Material for this task:
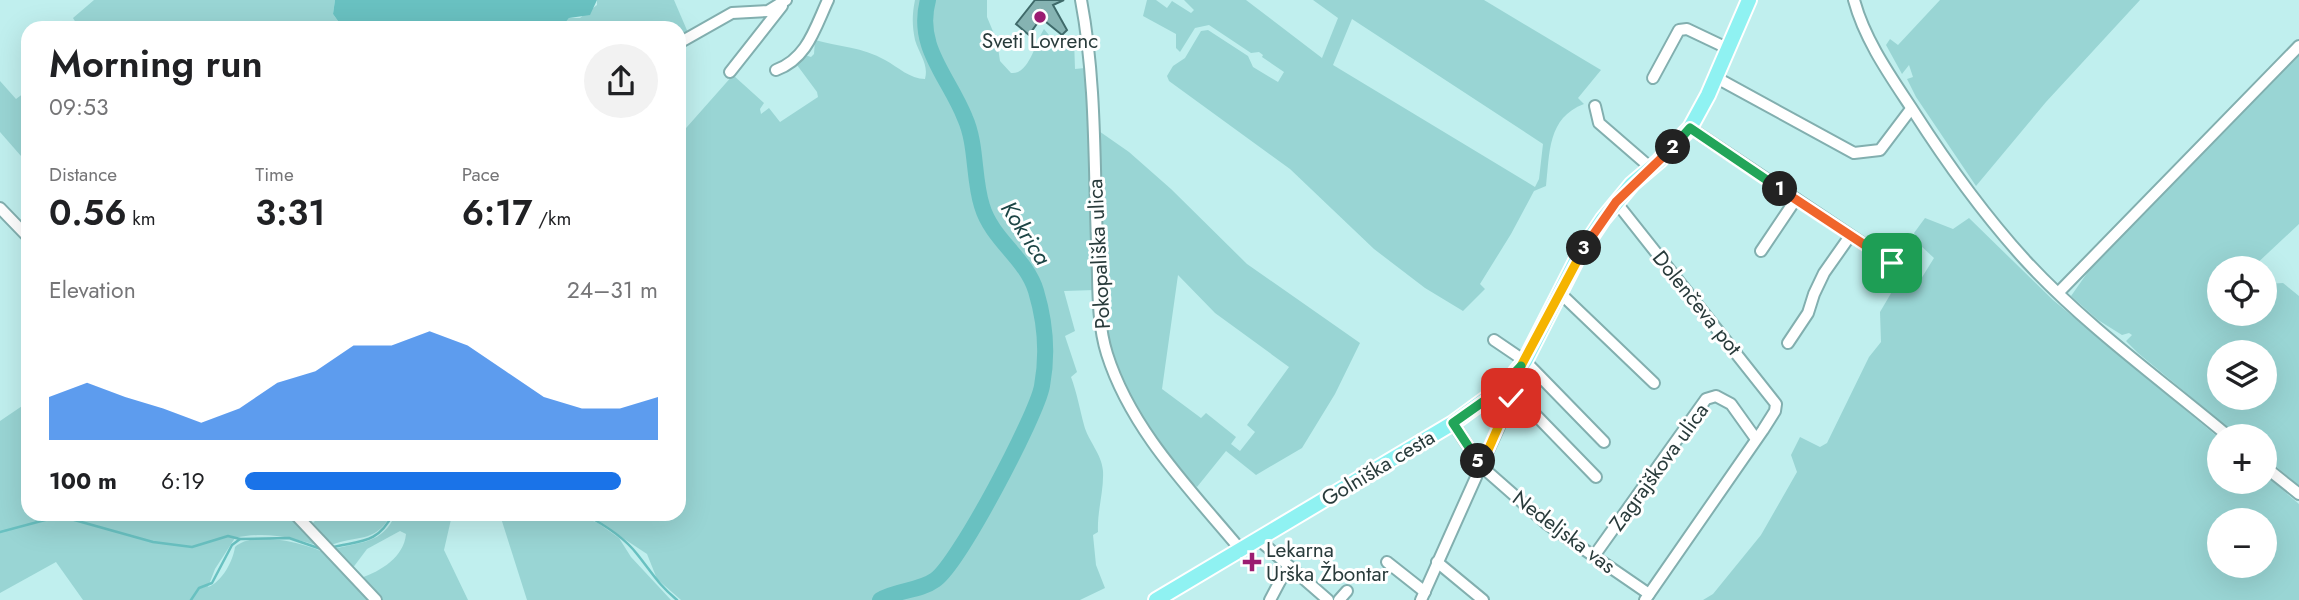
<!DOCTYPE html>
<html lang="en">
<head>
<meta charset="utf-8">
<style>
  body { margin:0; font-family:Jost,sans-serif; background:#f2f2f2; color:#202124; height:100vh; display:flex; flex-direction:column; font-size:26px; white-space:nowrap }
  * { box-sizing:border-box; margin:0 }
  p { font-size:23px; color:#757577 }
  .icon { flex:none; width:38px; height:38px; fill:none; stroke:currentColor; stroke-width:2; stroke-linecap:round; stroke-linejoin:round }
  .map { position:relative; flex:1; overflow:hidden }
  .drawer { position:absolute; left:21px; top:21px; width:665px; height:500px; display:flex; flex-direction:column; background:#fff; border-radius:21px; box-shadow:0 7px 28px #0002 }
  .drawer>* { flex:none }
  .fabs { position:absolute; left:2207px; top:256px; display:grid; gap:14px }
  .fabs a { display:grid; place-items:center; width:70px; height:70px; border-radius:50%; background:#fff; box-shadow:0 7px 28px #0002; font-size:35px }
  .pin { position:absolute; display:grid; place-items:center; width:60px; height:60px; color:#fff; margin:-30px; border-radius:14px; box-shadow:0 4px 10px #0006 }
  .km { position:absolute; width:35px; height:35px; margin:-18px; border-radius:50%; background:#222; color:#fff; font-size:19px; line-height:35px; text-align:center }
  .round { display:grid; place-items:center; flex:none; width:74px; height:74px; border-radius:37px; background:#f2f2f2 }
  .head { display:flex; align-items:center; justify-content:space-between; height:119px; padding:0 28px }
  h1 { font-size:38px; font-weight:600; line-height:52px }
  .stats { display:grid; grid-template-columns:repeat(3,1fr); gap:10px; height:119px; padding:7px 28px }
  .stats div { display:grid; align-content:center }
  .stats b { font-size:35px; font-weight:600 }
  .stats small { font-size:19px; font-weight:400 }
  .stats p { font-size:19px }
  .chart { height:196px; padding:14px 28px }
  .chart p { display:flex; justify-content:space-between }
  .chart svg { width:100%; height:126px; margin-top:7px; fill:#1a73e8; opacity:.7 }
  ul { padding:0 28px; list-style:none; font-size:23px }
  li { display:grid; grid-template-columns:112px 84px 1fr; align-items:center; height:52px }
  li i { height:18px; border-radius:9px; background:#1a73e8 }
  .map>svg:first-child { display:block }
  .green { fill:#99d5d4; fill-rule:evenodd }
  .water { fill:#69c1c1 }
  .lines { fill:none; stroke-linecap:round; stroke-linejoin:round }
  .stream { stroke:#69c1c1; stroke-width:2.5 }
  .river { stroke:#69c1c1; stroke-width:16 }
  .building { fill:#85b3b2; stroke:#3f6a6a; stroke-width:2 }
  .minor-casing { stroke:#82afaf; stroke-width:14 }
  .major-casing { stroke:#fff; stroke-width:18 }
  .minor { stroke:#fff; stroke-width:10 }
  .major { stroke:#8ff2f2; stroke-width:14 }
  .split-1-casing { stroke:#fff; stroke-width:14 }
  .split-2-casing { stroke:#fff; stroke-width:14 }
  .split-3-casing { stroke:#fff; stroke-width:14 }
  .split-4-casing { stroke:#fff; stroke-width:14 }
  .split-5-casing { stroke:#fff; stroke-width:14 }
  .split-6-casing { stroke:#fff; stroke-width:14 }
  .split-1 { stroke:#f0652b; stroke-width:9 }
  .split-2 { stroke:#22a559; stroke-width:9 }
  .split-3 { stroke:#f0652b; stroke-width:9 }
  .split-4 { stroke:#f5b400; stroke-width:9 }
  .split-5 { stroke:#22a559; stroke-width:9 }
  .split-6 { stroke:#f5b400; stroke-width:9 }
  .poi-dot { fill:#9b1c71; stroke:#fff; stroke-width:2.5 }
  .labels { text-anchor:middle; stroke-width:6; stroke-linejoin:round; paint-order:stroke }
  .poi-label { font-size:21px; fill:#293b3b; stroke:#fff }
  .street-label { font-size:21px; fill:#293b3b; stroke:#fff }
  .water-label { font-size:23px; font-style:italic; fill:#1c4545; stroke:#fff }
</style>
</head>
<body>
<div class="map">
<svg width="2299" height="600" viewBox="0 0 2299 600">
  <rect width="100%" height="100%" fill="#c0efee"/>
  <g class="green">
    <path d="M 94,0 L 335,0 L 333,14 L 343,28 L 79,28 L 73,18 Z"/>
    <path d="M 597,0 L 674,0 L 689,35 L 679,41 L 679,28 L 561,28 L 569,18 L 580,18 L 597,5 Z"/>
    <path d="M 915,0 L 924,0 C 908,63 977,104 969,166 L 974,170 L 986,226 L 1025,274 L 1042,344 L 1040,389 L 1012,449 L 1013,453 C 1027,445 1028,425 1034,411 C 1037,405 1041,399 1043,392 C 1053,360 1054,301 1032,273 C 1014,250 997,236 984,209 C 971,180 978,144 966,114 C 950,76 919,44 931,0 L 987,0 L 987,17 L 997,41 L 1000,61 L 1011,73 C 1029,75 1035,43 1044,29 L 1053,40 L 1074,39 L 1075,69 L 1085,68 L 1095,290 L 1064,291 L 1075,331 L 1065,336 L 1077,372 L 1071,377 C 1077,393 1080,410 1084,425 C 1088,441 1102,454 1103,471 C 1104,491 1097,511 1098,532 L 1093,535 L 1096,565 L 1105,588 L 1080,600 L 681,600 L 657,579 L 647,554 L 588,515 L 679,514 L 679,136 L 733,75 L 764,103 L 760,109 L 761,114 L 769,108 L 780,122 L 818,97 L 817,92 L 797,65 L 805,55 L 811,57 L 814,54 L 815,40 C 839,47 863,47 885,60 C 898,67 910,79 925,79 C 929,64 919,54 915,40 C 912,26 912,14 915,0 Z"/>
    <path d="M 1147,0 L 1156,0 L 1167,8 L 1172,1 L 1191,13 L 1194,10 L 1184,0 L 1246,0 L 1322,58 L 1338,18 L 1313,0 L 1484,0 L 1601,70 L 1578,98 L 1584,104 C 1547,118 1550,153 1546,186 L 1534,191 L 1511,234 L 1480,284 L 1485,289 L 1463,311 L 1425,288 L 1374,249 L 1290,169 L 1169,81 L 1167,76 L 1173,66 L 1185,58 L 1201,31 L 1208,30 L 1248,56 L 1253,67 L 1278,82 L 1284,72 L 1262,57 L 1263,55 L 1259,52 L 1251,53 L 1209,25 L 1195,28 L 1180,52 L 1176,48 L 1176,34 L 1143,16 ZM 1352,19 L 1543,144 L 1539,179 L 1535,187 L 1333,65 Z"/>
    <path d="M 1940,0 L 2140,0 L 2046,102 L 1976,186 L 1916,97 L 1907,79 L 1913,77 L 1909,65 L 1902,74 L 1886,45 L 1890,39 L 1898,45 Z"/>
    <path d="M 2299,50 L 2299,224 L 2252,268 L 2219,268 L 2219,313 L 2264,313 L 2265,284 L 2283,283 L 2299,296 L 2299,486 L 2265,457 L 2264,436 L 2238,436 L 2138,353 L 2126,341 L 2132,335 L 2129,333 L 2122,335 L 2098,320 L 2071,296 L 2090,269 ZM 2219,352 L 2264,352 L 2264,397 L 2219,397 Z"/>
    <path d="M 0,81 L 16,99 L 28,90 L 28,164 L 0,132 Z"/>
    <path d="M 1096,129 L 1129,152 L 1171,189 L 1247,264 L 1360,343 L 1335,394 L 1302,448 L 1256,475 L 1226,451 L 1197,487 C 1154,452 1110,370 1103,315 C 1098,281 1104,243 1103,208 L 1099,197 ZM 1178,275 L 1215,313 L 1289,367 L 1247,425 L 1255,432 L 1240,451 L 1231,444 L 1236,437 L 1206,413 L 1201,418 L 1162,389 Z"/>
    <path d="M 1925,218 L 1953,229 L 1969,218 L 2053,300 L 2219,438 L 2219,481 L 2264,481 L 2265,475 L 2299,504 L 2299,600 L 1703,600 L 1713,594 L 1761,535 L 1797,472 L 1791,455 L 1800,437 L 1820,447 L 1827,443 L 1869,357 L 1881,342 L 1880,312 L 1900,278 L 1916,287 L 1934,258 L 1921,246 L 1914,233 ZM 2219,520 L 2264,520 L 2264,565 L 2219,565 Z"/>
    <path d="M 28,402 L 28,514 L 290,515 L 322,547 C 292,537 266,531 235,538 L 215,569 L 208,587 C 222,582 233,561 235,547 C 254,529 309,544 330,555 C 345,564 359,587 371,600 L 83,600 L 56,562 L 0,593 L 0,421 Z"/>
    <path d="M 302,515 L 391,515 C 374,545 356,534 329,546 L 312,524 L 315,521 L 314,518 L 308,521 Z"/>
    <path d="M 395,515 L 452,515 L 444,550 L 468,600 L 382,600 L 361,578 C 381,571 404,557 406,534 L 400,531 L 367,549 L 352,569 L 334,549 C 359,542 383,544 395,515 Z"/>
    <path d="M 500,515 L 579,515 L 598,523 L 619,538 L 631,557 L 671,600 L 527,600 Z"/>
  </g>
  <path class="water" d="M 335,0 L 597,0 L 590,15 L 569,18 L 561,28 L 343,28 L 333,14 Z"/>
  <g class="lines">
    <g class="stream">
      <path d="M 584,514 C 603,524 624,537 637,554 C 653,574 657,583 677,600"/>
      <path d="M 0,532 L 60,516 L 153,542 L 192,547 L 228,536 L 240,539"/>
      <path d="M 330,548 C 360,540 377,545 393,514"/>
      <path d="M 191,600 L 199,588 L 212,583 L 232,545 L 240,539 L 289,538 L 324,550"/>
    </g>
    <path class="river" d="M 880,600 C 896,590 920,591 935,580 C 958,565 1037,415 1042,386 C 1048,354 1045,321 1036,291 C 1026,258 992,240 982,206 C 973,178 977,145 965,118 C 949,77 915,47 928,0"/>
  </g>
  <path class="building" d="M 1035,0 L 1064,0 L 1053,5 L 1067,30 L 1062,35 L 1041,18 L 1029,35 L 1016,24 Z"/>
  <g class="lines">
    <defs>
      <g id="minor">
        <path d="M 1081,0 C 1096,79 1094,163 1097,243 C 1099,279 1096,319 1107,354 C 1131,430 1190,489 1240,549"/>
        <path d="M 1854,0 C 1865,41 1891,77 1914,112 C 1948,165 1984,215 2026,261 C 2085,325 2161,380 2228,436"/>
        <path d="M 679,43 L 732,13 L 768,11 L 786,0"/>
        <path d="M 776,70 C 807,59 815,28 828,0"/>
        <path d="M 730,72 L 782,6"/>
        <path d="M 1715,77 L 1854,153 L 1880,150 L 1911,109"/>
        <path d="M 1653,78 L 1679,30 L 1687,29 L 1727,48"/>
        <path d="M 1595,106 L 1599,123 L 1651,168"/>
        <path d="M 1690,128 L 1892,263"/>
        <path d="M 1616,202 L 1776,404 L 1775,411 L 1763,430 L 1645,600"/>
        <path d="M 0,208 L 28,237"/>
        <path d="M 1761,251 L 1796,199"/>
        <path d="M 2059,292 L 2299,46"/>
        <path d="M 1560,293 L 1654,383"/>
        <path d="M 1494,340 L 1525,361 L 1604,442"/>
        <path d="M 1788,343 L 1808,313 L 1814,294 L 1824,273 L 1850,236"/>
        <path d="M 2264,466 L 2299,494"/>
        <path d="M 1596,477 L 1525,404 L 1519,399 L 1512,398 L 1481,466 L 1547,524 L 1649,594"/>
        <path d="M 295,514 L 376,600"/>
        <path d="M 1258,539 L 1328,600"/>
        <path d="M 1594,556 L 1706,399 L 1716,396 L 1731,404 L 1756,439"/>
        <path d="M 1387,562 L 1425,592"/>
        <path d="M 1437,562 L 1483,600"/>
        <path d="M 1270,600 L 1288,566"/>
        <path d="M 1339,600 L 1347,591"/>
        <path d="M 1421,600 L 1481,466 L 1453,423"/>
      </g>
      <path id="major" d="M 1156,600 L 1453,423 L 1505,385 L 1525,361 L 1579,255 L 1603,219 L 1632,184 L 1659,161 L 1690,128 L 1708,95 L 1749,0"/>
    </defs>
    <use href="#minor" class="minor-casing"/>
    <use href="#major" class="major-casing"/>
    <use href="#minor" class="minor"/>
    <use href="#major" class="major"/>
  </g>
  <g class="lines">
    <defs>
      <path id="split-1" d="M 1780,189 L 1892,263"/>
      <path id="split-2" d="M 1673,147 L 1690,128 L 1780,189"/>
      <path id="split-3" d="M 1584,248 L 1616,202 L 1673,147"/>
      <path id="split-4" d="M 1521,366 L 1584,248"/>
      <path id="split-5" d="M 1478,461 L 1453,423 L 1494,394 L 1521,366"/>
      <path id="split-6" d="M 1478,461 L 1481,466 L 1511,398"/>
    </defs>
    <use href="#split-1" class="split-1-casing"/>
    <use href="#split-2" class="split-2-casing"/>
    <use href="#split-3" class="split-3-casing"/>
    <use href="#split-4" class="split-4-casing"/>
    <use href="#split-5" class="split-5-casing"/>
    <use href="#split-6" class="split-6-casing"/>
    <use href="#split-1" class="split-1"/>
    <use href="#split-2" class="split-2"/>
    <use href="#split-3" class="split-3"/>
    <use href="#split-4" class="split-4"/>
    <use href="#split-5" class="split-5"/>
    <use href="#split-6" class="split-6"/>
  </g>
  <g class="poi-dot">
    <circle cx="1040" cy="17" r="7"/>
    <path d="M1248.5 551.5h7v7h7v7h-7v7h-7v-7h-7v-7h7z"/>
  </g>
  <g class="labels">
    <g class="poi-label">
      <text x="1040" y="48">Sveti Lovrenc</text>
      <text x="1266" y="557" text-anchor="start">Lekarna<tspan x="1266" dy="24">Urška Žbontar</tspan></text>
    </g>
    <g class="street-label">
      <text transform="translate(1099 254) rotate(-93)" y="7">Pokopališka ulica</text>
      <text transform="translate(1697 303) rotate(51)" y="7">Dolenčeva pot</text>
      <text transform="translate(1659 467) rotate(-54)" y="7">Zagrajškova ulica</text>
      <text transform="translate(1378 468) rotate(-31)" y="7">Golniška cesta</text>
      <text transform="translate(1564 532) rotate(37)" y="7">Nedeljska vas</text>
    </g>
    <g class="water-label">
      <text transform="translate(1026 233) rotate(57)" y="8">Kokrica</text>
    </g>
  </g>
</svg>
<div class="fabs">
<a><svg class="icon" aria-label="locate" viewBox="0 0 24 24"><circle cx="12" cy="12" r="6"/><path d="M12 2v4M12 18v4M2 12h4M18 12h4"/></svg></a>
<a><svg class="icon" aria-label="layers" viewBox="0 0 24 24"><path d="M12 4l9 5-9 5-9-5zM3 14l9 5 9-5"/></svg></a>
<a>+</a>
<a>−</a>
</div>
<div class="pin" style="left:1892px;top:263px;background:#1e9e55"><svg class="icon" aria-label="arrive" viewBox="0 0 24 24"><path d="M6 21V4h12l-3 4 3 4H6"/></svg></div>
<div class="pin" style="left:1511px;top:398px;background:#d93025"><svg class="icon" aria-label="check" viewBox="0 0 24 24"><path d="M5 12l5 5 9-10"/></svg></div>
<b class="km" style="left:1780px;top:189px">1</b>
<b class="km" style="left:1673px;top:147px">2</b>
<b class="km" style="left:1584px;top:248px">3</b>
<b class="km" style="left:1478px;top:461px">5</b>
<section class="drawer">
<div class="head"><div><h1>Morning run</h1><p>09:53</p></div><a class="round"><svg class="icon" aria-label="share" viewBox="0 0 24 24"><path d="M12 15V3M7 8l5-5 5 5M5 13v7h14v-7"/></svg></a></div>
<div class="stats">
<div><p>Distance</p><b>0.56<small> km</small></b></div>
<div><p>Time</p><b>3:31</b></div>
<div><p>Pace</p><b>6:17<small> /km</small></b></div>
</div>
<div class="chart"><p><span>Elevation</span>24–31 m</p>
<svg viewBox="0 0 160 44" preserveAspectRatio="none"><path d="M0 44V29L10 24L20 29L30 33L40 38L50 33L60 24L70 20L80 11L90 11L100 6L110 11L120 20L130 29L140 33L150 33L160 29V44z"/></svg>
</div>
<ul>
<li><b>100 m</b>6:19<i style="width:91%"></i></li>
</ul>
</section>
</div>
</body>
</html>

Work instructions: With the pictures omitted, set down each line exactly, starting at the first line of the records above and ending with the line that contains "display:flex; align-items:center; justify-content:space-between;".

Reply to the task:
<!DOCTYPE html>
<html lang="en">
<head>
<meta charset="utf-8">
<style>
  body { margin:0; font-family:Jost,sans-serif; background:#f2f2f2; color:#202124; height:100vh; display:flex; flex-direction:column; font-size:26px; white-space:nowrap }
  * { box-sizing:border-box; margin:0 }
  p { font-size:23px; color:#757577 }
  .icon { flex:none; width:38px; height:38px; fill:none; stroke:currentColor; stroke-width:2; stroke-linecap:round; stroke-linejoin:round }
  .map { position:relative; flex:1; overflow:hidden }
  .drawer { position:absolute; left:21px; top:21px; width:665px; height:500px; display:flex; flex-direction:column; background:#fff; border-radius:21px; box-shadow:0 7px 28px #0002 }
  .drawer>* { flex:none }
  .fabs { position:absolute; left:2207px; top:256px; display:grid; gap:14px }
  .fabs a { display:grid; place-items:center; width:70px; height:70px; border-radius:50%; background:#fff; box-shadow:0 7px 28px #0002; font-size:35px }
  .pin { position:absolute; display:grid; place-items:center; width:60px; height:60px; color:#fff; margin:-30px; border-radius:14px; box-shadow:0 4px 10px #0006 }
  .km { position:absolute; width:35px; height:35px; margin:-18px; border-radius:50%; background:#222; color:#fff; font-size:19px; line-height:35px; text-align:center }
  .round { display:grid; place-items:center; flex:none; width:74px; height:74px; border-radius:37px; background:#f2f2f2 }
  .head { display:flex; align-items:center; justify-content:space-between; height:119px; padding:0 28px }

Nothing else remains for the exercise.